Home / Business / Time for introspection at ICICI Bank

Time for introspection at ICICI Bank

Chand Kochhar's exit an opportunity to re-examine the bank's processes and strengthen them
ICICI Bank is ring-fencing itself from the actions of its former MD & CEO

Our Special Correspondent   |   Mumbai   |   Published 30.01.19, 07:31 PM

The indictment of Chanda Kochhar, the former MD & CEO of ICICI Bank, by a panel led by retired Judge B.N. Srikrishna in the Videocon loan case, should present an opportunity to the bank to revamp and strengthen its processes, even as it raises questions on why the board gave her a clean chit last year.

This was the view of corporate governance experts after the Srikrishna report observed that Kochhar was in violation of the bank’s code of conduct and its framework to deal with conflict of interest and fiduciary duties.

Though the entire report was not released by ICICI Bank on Wednesday, experts said the statement put out by the bank indicated procedural lapses on the part of Kochhar as she neither disclosed the business relations between her husband Deepak Kochhar and the Videocon group nor did she recuse herself from the meeting when the loan proposal came up.

It is also felt that ICICI Bank is ring-fencing itself from the actions of its former MD & CEO.

“The bank notes that there are no implications of the enquiry report on its published financial statements (Indian or US GAAP) for the relevant periods,’’ the lender said, even as it added that Kochhar’s lack of diligence with regard to the required disclosures led to its processes being rendered ineffective.

While analysts point out that the FIR filed by the CBI last week may be an overhang on the stock, it is felt that the latest development should prod the bank to make changes in its processes.

“While the severity of the punishment (given to Chanda Kochhar) and the options now open for Kochhar and, even investors, will continue to be debated, the completion of this investigation will help bring some level of closure for the bank’s investors.

“The CBI investigation will continue to be an overhang, but the burden of proof for a legal process is far higher than an investigation into policy violations. And this report helps distance the bank from the actions of its erstwhile CEO,” Institutional Investor Advisory Services India Ltd (IiAS) said.

The voting advisory firm further said that though these developments have been a distraction for the bank, the “conclusive outcome has provided an opportunity to re-examine its processes and strengthen them — especially those related to conflict of interest’’.

It may be recalled that loans of Rs 3,250 crore provided by ICICI Bank to the Videocon group in 2012 generated controversy after whistleblower Arvind Gupta made allegations of a quid pro quo.

ICICI Bank had earlier denied any wrongdoing in the loan and said that it was part of a consortium of lenders that extended the facility to Videocon.

In a statement in March last year, following a board review of the bank’s internal process, the lender had said the “board concluded that there is no question or scope of any favouritism, nepotism or quid-pro-quo’’ even as it reposed full faith in Chanda Kochhar.
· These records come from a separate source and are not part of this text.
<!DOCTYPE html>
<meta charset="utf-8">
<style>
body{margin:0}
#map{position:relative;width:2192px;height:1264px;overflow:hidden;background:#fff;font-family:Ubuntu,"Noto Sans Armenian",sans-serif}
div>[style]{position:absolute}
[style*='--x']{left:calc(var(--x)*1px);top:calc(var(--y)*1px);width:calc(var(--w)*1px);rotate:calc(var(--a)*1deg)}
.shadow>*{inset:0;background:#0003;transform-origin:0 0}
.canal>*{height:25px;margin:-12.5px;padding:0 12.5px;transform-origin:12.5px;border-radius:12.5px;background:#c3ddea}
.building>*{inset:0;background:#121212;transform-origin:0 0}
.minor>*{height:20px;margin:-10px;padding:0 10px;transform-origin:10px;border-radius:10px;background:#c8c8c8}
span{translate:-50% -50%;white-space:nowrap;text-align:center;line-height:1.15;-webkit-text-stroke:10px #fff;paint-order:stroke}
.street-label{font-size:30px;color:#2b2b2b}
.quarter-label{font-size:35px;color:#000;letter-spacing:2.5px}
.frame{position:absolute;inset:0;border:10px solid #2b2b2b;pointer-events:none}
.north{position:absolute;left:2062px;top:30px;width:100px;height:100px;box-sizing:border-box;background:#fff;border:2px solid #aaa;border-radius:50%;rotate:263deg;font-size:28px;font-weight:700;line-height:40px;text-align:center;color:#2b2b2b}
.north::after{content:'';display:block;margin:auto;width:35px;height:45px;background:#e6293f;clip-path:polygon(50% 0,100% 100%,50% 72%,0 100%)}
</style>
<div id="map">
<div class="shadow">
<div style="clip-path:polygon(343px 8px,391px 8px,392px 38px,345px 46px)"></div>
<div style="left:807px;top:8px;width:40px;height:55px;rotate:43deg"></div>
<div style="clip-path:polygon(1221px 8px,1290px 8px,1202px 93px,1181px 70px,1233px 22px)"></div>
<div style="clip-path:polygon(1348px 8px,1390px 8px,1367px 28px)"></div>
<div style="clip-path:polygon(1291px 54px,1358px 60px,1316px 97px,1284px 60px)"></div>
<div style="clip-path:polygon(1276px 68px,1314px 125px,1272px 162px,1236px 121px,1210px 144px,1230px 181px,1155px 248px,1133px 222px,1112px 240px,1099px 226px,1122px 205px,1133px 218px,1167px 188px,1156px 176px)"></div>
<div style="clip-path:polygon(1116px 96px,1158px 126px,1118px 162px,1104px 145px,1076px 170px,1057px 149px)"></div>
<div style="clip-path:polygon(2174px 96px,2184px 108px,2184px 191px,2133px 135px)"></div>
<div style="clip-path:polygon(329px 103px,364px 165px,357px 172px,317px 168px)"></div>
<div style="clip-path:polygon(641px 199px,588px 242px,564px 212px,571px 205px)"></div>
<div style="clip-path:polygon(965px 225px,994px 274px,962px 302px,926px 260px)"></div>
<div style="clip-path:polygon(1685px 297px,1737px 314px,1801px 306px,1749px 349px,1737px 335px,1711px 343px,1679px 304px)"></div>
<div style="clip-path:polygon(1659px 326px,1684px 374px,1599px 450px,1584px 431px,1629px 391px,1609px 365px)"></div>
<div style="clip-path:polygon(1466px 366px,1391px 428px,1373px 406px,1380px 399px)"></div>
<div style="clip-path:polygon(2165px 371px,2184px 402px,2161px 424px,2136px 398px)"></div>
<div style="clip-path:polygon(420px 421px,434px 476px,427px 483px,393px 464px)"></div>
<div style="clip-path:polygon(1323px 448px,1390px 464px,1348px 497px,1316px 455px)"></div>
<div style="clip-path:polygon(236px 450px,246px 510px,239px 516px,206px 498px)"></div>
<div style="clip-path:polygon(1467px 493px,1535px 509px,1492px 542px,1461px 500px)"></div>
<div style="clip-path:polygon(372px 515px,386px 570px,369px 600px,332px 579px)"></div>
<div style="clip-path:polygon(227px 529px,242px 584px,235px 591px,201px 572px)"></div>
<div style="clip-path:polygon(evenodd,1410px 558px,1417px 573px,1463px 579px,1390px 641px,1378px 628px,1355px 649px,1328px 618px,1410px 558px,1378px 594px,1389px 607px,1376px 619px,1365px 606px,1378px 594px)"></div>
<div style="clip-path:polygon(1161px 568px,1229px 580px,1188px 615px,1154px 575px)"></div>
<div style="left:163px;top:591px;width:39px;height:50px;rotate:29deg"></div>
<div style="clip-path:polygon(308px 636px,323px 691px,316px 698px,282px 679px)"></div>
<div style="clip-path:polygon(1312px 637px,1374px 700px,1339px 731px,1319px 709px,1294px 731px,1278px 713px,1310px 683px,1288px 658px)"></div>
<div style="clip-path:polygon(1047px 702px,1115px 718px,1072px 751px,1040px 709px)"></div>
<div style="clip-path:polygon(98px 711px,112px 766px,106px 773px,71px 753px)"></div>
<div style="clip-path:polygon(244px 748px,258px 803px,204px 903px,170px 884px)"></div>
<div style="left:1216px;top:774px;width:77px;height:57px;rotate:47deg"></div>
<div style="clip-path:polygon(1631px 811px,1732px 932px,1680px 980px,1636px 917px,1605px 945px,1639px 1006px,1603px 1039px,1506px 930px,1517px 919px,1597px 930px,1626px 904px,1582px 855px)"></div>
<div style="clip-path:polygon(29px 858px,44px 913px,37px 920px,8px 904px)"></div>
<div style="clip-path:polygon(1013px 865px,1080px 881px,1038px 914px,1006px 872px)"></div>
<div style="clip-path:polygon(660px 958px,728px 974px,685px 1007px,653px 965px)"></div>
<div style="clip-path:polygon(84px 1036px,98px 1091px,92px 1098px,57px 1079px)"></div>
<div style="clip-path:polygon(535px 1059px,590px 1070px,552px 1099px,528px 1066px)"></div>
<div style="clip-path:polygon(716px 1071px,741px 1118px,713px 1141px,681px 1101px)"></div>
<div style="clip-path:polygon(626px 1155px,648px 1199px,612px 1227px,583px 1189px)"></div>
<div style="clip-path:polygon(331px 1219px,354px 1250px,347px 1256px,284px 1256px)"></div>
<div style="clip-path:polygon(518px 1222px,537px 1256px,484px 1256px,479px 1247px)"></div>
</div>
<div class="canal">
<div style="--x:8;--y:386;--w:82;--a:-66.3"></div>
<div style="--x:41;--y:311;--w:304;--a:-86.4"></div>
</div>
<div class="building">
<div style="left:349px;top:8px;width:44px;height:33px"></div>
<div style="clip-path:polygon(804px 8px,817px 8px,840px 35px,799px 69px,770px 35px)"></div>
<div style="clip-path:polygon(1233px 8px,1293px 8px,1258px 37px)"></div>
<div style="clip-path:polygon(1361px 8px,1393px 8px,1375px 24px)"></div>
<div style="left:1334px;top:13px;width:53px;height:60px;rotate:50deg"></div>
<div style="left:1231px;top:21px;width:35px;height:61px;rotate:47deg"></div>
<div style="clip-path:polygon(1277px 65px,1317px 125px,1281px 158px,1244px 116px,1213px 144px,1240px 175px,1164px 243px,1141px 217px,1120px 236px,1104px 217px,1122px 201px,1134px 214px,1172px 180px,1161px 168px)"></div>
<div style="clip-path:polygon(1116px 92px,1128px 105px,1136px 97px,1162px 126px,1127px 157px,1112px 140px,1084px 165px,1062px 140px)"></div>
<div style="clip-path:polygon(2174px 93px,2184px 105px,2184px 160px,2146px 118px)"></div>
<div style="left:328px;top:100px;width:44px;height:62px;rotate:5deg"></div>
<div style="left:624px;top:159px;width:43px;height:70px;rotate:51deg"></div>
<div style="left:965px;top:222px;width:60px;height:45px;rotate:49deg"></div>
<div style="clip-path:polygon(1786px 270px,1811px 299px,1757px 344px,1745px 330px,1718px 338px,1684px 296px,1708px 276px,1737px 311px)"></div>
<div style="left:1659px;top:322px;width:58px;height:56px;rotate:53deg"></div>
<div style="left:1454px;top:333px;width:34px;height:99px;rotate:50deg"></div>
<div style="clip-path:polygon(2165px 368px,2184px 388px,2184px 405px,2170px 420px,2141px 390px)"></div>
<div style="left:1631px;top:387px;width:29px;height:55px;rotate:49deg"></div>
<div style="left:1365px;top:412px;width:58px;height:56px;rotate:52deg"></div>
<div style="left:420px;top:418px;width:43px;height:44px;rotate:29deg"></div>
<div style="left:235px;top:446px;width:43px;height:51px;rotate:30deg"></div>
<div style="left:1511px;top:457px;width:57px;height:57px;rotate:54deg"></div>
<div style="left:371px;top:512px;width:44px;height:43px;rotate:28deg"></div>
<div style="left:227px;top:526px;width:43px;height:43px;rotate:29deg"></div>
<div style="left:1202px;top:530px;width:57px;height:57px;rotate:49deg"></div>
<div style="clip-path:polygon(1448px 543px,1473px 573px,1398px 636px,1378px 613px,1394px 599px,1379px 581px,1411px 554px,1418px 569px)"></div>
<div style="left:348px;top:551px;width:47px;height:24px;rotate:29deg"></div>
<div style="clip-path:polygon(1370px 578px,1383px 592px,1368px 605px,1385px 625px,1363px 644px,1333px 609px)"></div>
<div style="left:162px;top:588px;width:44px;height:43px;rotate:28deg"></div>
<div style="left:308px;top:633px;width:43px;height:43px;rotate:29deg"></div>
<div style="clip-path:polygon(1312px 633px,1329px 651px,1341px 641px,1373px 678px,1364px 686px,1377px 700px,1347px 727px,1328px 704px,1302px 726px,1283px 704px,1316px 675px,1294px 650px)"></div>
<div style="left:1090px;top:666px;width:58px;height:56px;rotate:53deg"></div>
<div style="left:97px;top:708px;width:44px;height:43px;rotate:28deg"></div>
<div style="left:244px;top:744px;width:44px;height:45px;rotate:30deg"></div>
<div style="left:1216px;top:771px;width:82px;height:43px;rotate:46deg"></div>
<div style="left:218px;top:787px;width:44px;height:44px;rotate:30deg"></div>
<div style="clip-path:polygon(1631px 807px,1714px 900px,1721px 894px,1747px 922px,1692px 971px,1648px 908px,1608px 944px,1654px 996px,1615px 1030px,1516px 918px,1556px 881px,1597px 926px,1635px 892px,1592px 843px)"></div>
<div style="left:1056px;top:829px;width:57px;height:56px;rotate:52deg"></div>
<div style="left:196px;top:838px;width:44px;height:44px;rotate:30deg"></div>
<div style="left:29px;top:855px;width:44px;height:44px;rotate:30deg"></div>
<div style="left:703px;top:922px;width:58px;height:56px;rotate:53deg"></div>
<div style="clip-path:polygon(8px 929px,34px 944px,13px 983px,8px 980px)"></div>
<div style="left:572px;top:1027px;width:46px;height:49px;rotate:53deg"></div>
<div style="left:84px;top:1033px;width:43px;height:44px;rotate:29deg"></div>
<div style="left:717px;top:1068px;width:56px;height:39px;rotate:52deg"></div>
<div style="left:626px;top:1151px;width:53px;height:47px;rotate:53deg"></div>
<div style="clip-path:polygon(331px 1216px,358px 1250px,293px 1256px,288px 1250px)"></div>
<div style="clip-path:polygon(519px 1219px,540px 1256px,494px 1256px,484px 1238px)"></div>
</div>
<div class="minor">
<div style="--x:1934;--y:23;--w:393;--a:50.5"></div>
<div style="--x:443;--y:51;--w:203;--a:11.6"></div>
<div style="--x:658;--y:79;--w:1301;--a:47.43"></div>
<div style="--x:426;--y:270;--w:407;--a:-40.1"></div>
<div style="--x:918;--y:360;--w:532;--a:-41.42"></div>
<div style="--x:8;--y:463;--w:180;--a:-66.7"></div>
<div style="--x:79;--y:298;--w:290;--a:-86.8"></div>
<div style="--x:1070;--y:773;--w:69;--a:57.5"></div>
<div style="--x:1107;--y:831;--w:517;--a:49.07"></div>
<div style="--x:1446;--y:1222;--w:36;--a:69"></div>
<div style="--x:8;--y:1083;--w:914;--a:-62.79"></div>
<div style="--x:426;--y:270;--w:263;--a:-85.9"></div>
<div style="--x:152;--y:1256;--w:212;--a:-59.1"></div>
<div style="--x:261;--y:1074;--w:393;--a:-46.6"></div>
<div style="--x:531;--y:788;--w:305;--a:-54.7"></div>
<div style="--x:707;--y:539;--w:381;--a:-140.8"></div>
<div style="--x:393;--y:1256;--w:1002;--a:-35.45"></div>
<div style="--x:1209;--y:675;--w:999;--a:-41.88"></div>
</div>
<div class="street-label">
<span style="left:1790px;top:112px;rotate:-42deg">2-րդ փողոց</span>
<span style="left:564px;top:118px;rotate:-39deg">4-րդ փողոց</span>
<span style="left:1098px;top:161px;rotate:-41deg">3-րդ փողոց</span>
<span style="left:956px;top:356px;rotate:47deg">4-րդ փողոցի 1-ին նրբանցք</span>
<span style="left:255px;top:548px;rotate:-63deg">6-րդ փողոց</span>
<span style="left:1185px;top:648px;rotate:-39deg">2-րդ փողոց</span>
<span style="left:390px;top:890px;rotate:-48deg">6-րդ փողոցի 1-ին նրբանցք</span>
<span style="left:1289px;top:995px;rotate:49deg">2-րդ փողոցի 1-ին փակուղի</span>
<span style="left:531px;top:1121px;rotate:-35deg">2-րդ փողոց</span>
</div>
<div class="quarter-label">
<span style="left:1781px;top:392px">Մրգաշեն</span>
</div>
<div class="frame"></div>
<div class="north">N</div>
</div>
Corporate governance experts are now questioning this hurry. “Now (after today’s development) the question of the role of the board and its reaction to the whistleblower complaint also comes into the picture as to why did they rush to give her a clean chit,’’an observer said.

However, the bank had said that the clean chit given to Kochhar was based on the report of a law firm. Subsequently, the law firm had said that its report should no longer be treated as valid.